(Beginning of INPUT FOR THIS TASK)
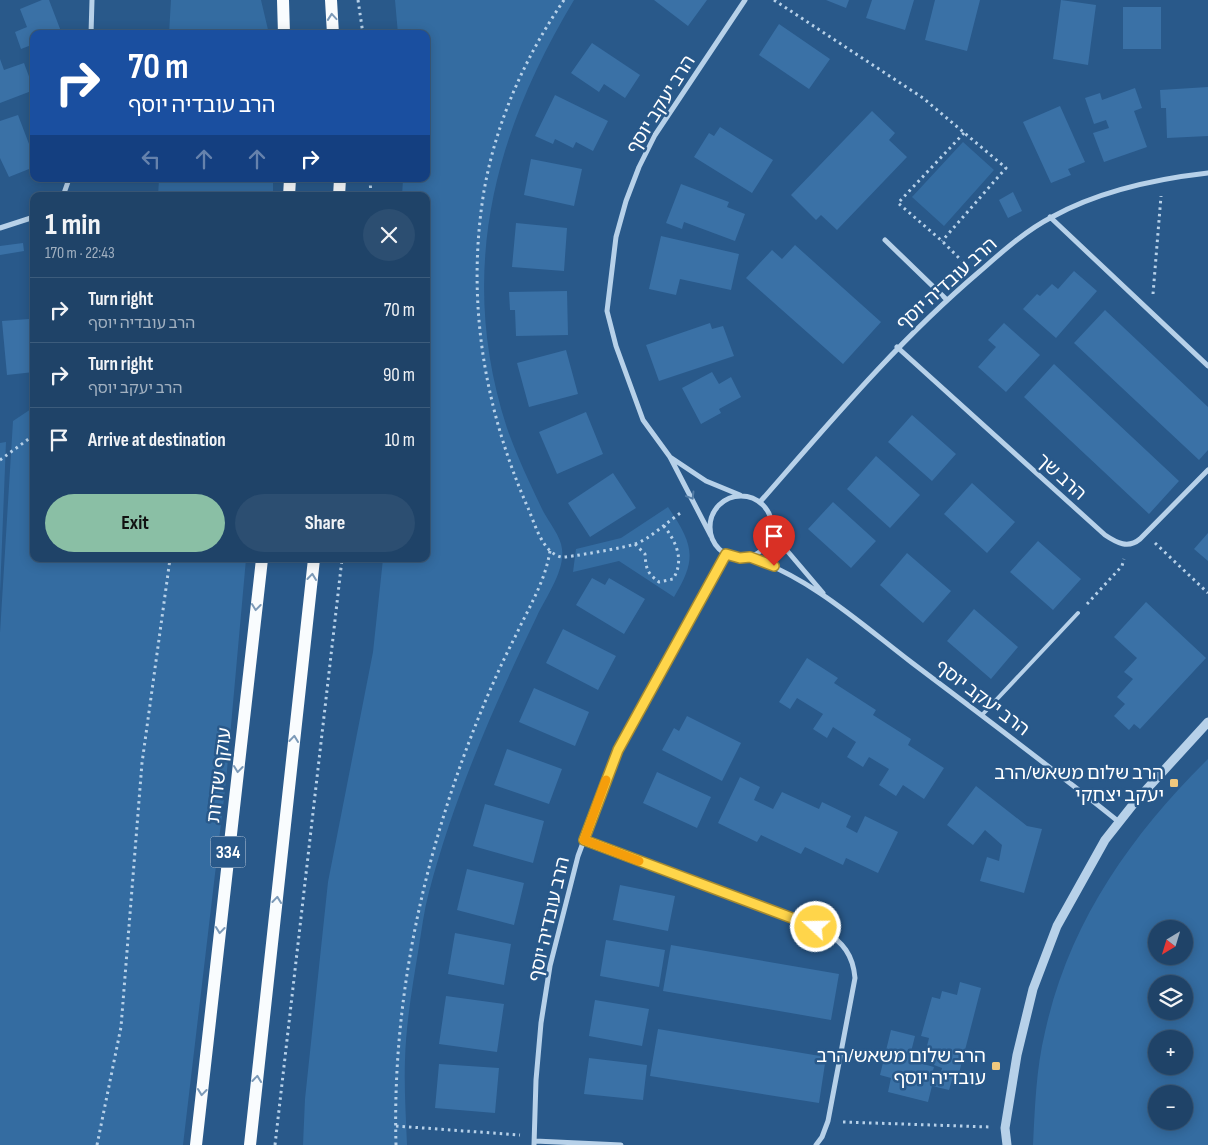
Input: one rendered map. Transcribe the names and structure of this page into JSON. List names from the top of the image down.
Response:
{
  "streets": {
    "main road": ["עוקף שדרות", "334"],
    "street": ["הרב יעקב יוסף", "הרב עובדיה יוסף", "הרב שך"]
  },
  "crossings": [
    ["הרב יעקב יוסף", "הרב עובדיה יוסף"],
    ["הרב עובדיה יוסף", "הרב שך"]
  ],
  "places": {
    "transit": ["הרב שלום משאש/הרב יעקב יצחקי", "הרב שלום משאש/הרב עובדיה יוסף"]
  },
  "north": "bottom left",
  "page": {
    "turn": ["70 m", "הרב עובדיה יוסף"],
    "heading": ["1 min", "170 m · 22:43"],
    "list": [
      {
        "name": "Turn right",
        "note": "הרב עובדיה יוסף",
        "value": "70 m"
      },
      {
        "name": "Turn right",
        "note": "הרב יעקב יוסף",
        "value": "90 m"
      },
      {
        "name": "Arrive at destination",
        "value": "10 m"
      }
    ],
    "buttons": ["Exit", "Share"],
    "map_buttons": ["+", "−"]
  }
}
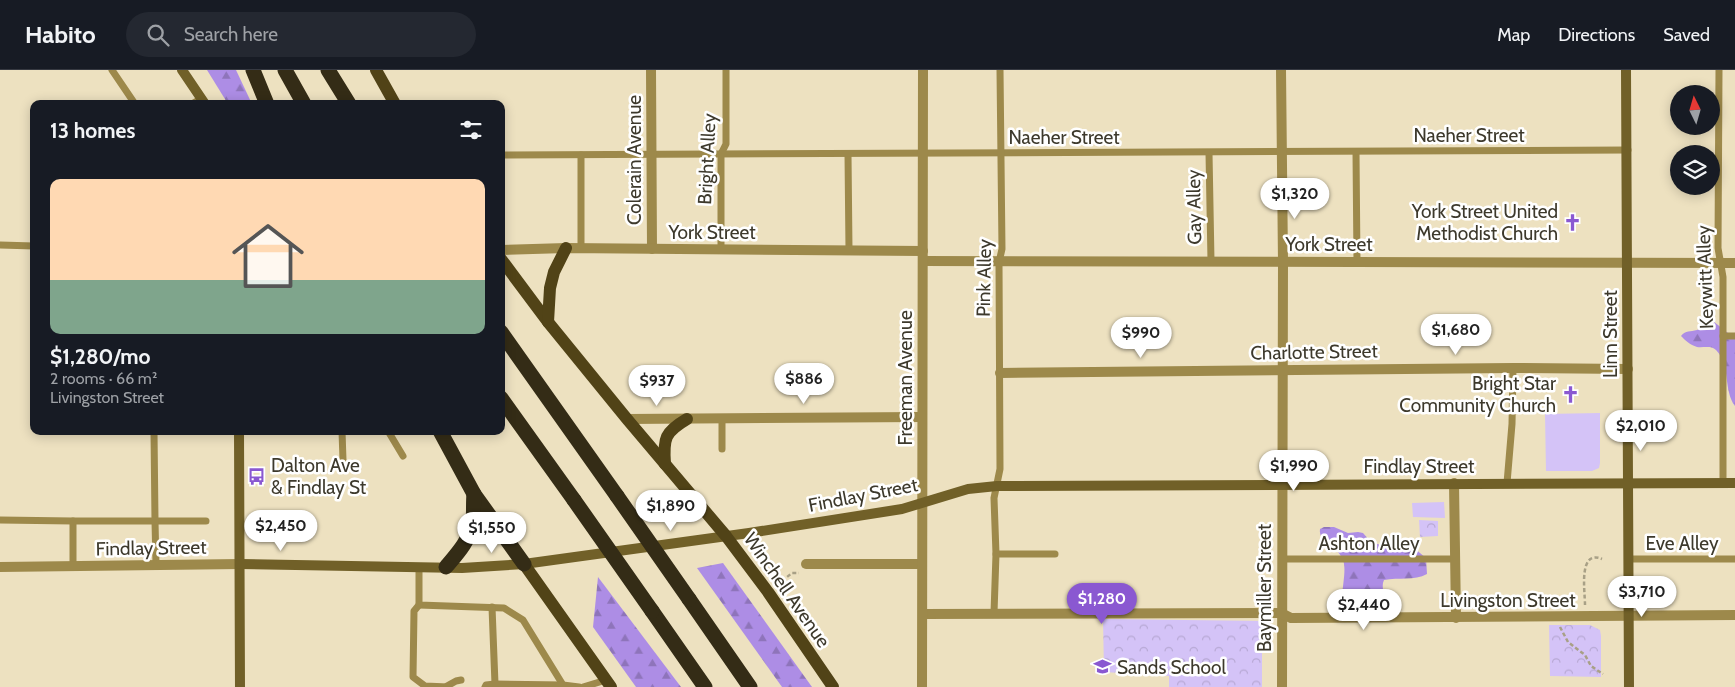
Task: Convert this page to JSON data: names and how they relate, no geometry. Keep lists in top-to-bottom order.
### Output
{
  "streets": {
    "main road": ["Winchell Avenue"],
    "street": [
      "Colerain Avenue",
      "York Street",
      "Linn Street",
      "Charlotte Street",
      "Freeman Avenue",
      "Findlay Street",
      "Baymiller Street",
      "Livingston Street"
    ],
    "lane": [
      "Naeher Street",
      "Bright Alley",
      "Gay Alley",
      "Keywitt Alley",
      "Pink Alley",
      "Ashton Alley",
      "Eve Alley"
    ]
  },
  "crossings": [
    ["Naeher Street", "Bright Alley"],
    ["Naeher Street", "Colerain Avenue"],
    ["Naeher Street", "Gay Alley"],
    ["Naeher Street", "Pink Alley"],
    ["Naeher Street", "Linn Street"],
    ["Naeher Street", "Freeman Avenue"],
    ["Naeher Street", "Baymiller Street"],
    ["Bright Alley", "York Street"],
    ["Colerain Avenue", "York Street"],
    ["Gay Alley", "York Street"],
    ["York Street", "Keywitt Alley"],
    ["York Street", "Pink Alley"],
    ["York Street", "Linn Street"],
    ["York Street", "Freeman Avenue"],
    ["York Street", "Baymiller Street"],
    ["Keywitt Alley", "Findlay Street"],
    ["Pink Alley", "Charlotte Street"],
    ["Pink Alley", "Findlay Street"],
    ["Pink Alley", "Livingston Street"],
    ["Linn Street", "Charlotte Street"],
    ["Linn Street", "Findlay Street"],
    ["Linn Street", "Eve Alley"],
    ["Linn Street", "Livingston Street"],
    ["Charlotte Street", "Baymiller Street"],
    ["Freeman Avenue", "Findlay Street"],
    ["Freeman Avenue", "Livingston Street"],
    ["Findlay Street", "Baymiller Street"],
    ["Findlay Street", "Winchell Avenue"],
    ["Ashton Alley", "Baymiller Street"],
    ["Baymiller Street", "Livingston Street"]
  ],
  "places": {
    "church": ["York Street United Methodist Church", "Bright Star Community Church"],
    "bus stop": ["Dalton Ave & Findlay St"],
    "school or university": ["Sands School"]
  },
  "north": "top",
  "page": {
    "header": "Habito",
    "search": "Search here",
    "nav": ["Map", "Directions", "Saved"],
    "heading": "13 homes",
    "list": [
      {
        "name": "$1,280/mo",
        "note": "2 rooms · 66 m² · Livingston Street"
      }
    ],
    "price": [
      "$1,320",
      "$1,680",
      "$990",
      "$886",
      "$937",
      "$2,010",
      "$1,990",
      "$1,890",
      "$2,450",
      "$1,550",
      "$3,710",
      "$1,280",
      "$2,440"
    ]
  }
}
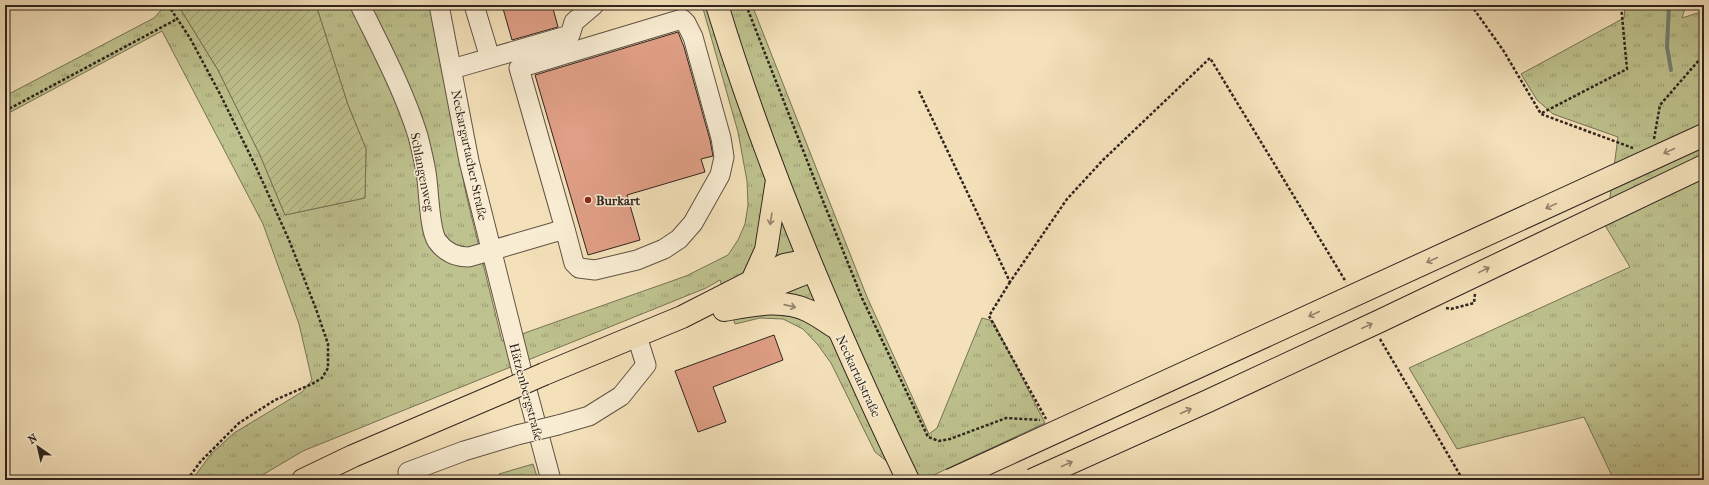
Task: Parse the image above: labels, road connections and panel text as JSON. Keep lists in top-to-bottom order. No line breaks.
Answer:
{"streets":{"main road":["Neckartalstraße"],"street":["Neckargartacher Straße","Schlangenweg","Hätzenbergstraße"]},"crossings":[["Neckargartacher Straße","Schlangenweg"],["Neckargartacher Straße","Hätzenbergstraße"]],"places":["Burkart"],"north":"top left"}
(End of INPUT FOR THIS TASK)
- _WHAT THE TASK REQUIRES_
A single number, please: the count of lines above that contain the string "Naeher".

- _RESPONSE TO THE EXERCISE_
8